Wednesday, November 18, 2009

I can't have babies anymore!!! *Sob sob*

It's so painful... I'm so moody... why do Daddy and Mummy do that to me? Spay? What's that? They keep saying it's for my own good... is it true? I'm still a baby, yet they do this to me.... I don't want to care about them anymore... make me so much in pain... so sad... All I can feel is pain around my abdomen... is it true I can't have babies anymore? I'm no longer a woman!!! Waaahhhhh!!!

At least, Mummy looks like she's going to cry... I shall forgive her.... she purposely want to do this during her leave so that she can look after me and accompany me... all day long... she keeps talking to me and coaxing me to eat and drink... coz I really hate this thingy around my neck and I heard that I have to wear this for 10 days!!! I shall not eat and drink at all to protest!!! But my hungry stomach can't help it.. today evening then I start to eat and drink on my own... after 2 and 1/2 days of no food ... poor mummy and daddy are so heart-pain... serve them right? They must suffer with me! Heehee....

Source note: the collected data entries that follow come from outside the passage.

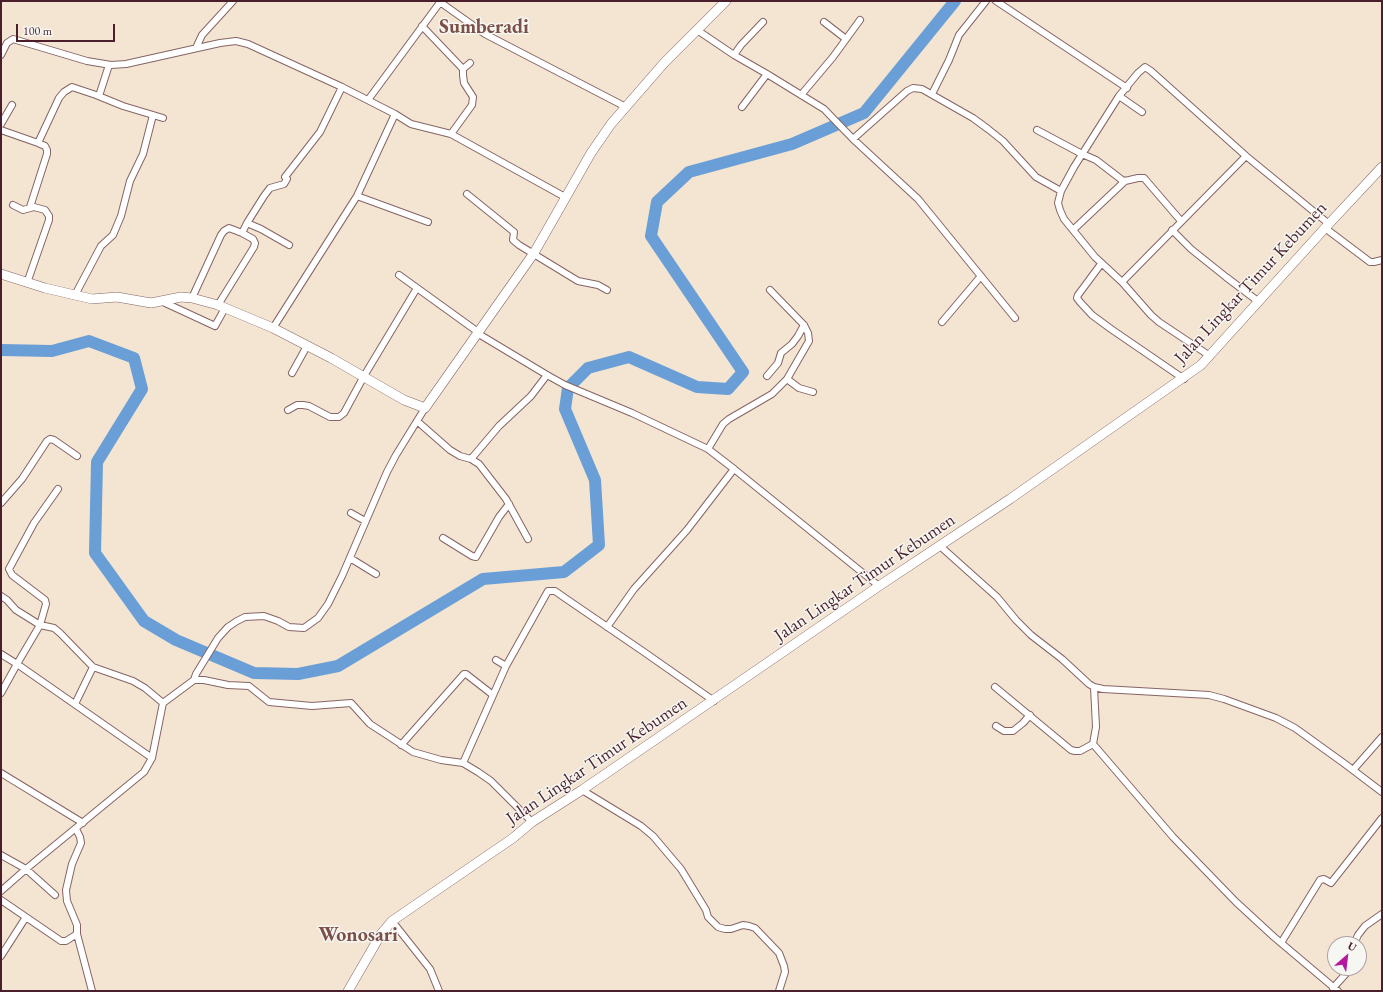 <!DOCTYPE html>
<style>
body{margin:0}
#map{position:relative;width:1383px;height:992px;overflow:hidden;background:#f4e5d2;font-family:"EB Garamond",serif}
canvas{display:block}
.frame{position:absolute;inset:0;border:2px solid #4a1f2b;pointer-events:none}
.north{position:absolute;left:1327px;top:936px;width:40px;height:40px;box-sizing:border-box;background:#f6f6f2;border:1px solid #b1a0a2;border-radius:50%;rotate:28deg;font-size:11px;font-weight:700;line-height:16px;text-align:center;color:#4a1f2b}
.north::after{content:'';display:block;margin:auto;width:14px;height:18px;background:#b5179e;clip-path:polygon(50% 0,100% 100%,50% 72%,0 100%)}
.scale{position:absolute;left:16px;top:24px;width:99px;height:18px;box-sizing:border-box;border:2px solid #4a1f2b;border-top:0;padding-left:5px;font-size:12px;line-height:14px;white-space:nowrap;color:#4a1f2b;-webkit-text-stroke:3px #f6f6f2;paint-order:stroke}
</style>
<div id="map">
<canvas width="1383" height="992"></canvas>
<div class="frame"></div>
<div class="north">U</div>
<div class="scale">100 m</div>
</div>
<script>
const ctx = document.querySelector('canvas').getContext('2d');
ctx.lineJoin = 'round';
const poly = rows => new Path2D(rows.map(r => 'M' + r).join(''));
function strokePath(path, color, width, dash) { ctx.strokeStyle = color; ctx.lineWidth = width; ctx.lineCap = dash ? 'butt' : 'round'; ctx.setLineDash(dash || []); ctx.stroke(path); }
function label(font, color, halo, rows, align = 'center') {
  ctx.font = font + ' "EB Garamond",serif'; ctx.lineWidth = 3; ctx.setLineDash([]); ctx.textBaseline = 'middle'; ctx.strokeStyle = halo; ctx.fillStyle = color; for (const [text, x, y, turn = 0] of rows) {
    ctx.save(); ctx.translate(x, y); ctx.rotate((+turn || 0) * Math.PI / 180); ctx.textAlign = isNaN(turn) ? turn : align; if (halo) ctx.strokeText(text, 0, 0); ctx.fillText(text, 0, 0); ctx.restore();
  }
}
strokePath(poly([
 [1,350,52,351,89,341,134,358,142,389,97,462,95,553,144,621,176,640,254,673,298,674,338,666,483,579,564,572,599,545,595,480,565,409,568,388,588,368,629,357,697,387,728,389,743,372,651,236,657,202,689,172,792,144,864,113,955,1]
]), '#699fd6', 12);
const street = poly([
 [996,1,1127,88],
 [440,2,485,34,624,106],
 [824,22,846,39],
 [422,26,463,69],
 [697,30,734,55,767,74,824,109,853,139,918,199,1015,318],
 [196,48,202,35,233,1],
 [1,55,7,43,13,39,87,61,111,65,126,64,220,43,236,41,248,44,342,87,395,114,411,124,451,134,565,197],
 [734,55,741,45,763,22],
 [932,94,949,60,959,35,986,1],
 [801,95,833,57,860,20],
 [99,96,109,65],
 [1119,96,1142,112],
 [368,100,441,1],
 [742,107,767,74],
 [1,124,12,105],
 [1,130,38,143,45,146,47,150,47,154,30,207],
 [1037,130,1082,154,1096,160,1122,180,1125,181,1138,178,1144,178,1181,221],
 [451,134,472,105,473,97,464,83,463,75,463,69,470,63],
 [853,139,907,91,913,88,922,89,973,118,988,129,1003,141,1036,177,1061,191],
 [38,143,59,98,64,92,72,87,96,95,123,106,163,118],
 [467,194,514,232,513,240,519,245,578,281,598,285,607,290],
 [357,196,428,222],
 [13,205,23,210,34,207,45,210,49,216,49,220,27,283],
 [1325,228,1370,262,1374,262,1382,260],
 [1073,230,1125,181],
 [1172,230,1191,249,1226,277,1259,302],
 [289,245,261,229,247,223,264,196,270,188,284,184,287,179,285,177,320,132,342,87],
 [1101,264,1078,295,1077,298,1080,302,1092,315,1111,329,1184,379],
 [399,275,478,332],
 [1122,282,1246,156],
 [75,295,101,246,113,235,121,216,130,181,143,154,153,115],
 [192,298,221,235,224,231,229,228,242,233],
 [161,301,215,326,225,308],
 [218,305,254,247,255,243,253,239,242,233,247,223],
 [942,322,981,276],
 [273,328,357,196,395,114],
 [477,333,547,375,565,385,632,413,708,449,734,469,879,586],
 [1210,356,1159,322,1151,315,1122,282,1095,257,1064,219,1060,210,1058,203,1061,191,1074,167,1119,96,1138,73,1145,67,1151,71,1246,156,1329,224],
 [292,373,307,346],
 [767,376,778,363,781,353,792,344,798,336,804,325],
 [787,379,799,388,813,392],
 [288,410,297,405,303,405,309,406,330,417,339,417,344,413,364,376,417,288],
 [417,421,450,450,460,456,471,459,479,464,506,499,528,539],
 [708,449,723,424,729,419,772,394,787,379,809,341,808,333,804,325,770,290],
 [471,459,499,426,531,396,547,375],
 [1,503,22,479,47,441,50,439,54,440,77,456],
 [351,513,365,521],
 [443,538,472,556,476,557,499,517,509,504],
 [940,546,997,597,1016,620,1031,635,1062,659,1089,684,1094,687,1103,689,1209,695,1224,699,1276,718,1295,728,1345,764,1382,792],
 [350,558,376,574],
 [1,596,7,600,16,610,40,625,54,628,60,633,93,667,133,681,145,688,163,703],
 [607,627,634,589,687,530,734,469],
 [1,654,17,664,40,625,46,604,45,600,12,575,9,569,34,523,58,489],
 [496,660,506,666],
 [194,680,204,680,228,685,249,686,269,702,312,706,351,703,370,724,413,752,441,760,463,763,478,772,491,781,532,822],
 [995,687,1071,750,1075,751,1080,751,1093,744],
 [1094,687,1096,727,1093,744,1173,837,1236,902,1274,937,1338,991],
 [1,693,17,664,152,758],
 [75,704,93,667],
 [996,726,1004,731,1013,731,1023,723,1030,715],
 [401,745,464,674,466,674,493,695],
 [463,763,506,666,548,591,555,591,565,598,644,652,714,701],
 [1353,770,1382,737],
 [1,773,83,823],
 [582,790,641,826,653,836,681,869,706,910,708,917,718,927,725,929,731,929,743,925,749,926,755,928,779,953,784,966,785,972,779,991],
 [76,829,80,837,81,843,72,864,66,890,67,901,77,925,77,934,92,991],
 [1,855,26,869,55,895],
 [1,891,26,869,144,772,152,758,163,703,194,680,196,674,218,638,228,627,237,621,245,617,264,616,278,621,289,627,304,628,318,618,328,604,342,576,387,472,396,455,425,408],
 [1,900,61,941,66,941,77,934],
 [392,921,430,969,439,991],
 [1281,943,1320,880,1324,879,1331,883,1382,818],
 [1354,944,1358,935,1365,926,1382,914],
 [1,956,26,917],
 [1333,988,1351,968]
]);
const secondary = poly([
 [1,274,45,288,92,299,117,297,151,303,181,297,192,298,218,305,273,328,331,358,404,400,425,408,534,253,591,153,611,124,664,63,726,1],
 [348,991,381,934,392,921,513,838,532,822,582,790,879,586,1010,499,1201,365,1325,228,1382,167]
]);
strokePath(street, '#866465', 8);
strokePath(secondary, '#866465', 10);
strokePath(street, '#fff', 6);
strokePath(secondary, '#fff', 9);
label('18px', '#4a1f2b', '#f6f6f2', [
 ["Jalan Lingkar Timur Kebumen",1251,283,-47],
 ["Jalan Lingkar Timur Kebumen",865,578,-34],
 ["Jalan Lingkar Timur Kebumen",597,761,-34]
]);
label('bold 20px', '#7c4f47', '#f6f6f2', [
 ["Sumberadi",484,28],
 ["Wonosari",358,936]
]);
</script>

Anyway, I'm feeling so much better today! I can even bark at people passing-by! Hahaa... I even started to play and poor Daddy and Mummy got so worried about me and banned me from my toys! No choice, I shall go sleep then... even though I've been sleeping for 1 whole day!!! Let me continue to sleep then... nite nite



Saturday, November 7, 2009

I love swimming!!!

Yeah yeah!!! I've mastered swimming!!! I'm such a pro girl now!!! I can jump into the pool myself without Daddy and Mummy to carry me in!!! I'm so so clever now!!! I can't stop playing with the toy and jumping into the pool!!! Heeheeee...

But I'm a bit bad mood today. With another Jie jie around disturbing me... I can't help but took my first bite at another. This is the first time, I'm so fierce. Normally I'm a gentle girl. But sorry lor, who tell you to disturb me when I'm in such a bad mood. Daddy and especially, Mummy are angry with me... Mummy is so worried that this will be the start of the aggressive behavior of mine. Sorry mummy, I'll try to be a good girl.

Sunday, November 1, 2009

My "Drowning" Day!!!

I'm such a healthy girl nowadays... Daddy and Mummy will always bring me swimming during weekend.... once a week... yesterday I went again for my weekly swimming.... I so pro now... although I still dare not go into the swimming pool myself... Daddy or Mummy always has to force me to go in... but now, I can swim a few laps myself... you know!!! Just need either Mummy or Daddy to follow me and guide me along the pool!!! Heeheee!!!

But yesterday, I had my first "drowning" exp
erience!!! It's really so frightening lor!!! Never had it in my life!!! It's all because of this silly Labrador - Xuan xuan lor... She loves to play so much lor that even while I'm swimming, she'll swim and pounce on me!!! I such a little and small girl compare to her!!! She kept me from swimming up and I really have to struggle a lot lor!!! Luckily, Mummy quickly jumped into the pool and rescued me!!! So scary that I can't move after that except to lay down and have a rest. Mummy quickly gave me a tibits to calm me down and after that, I can jump and run again!!! I hate Xuan Xuan!!! Arggghhh!!!!

Anyway, see my photos!!! I'm pro right? And it's all so easy to me now.... If only I dare to jump in, think Daddy and Mummy will love me for that!!! ^_^

See see!!! I can still look around while swimming!!! Pro right??!!!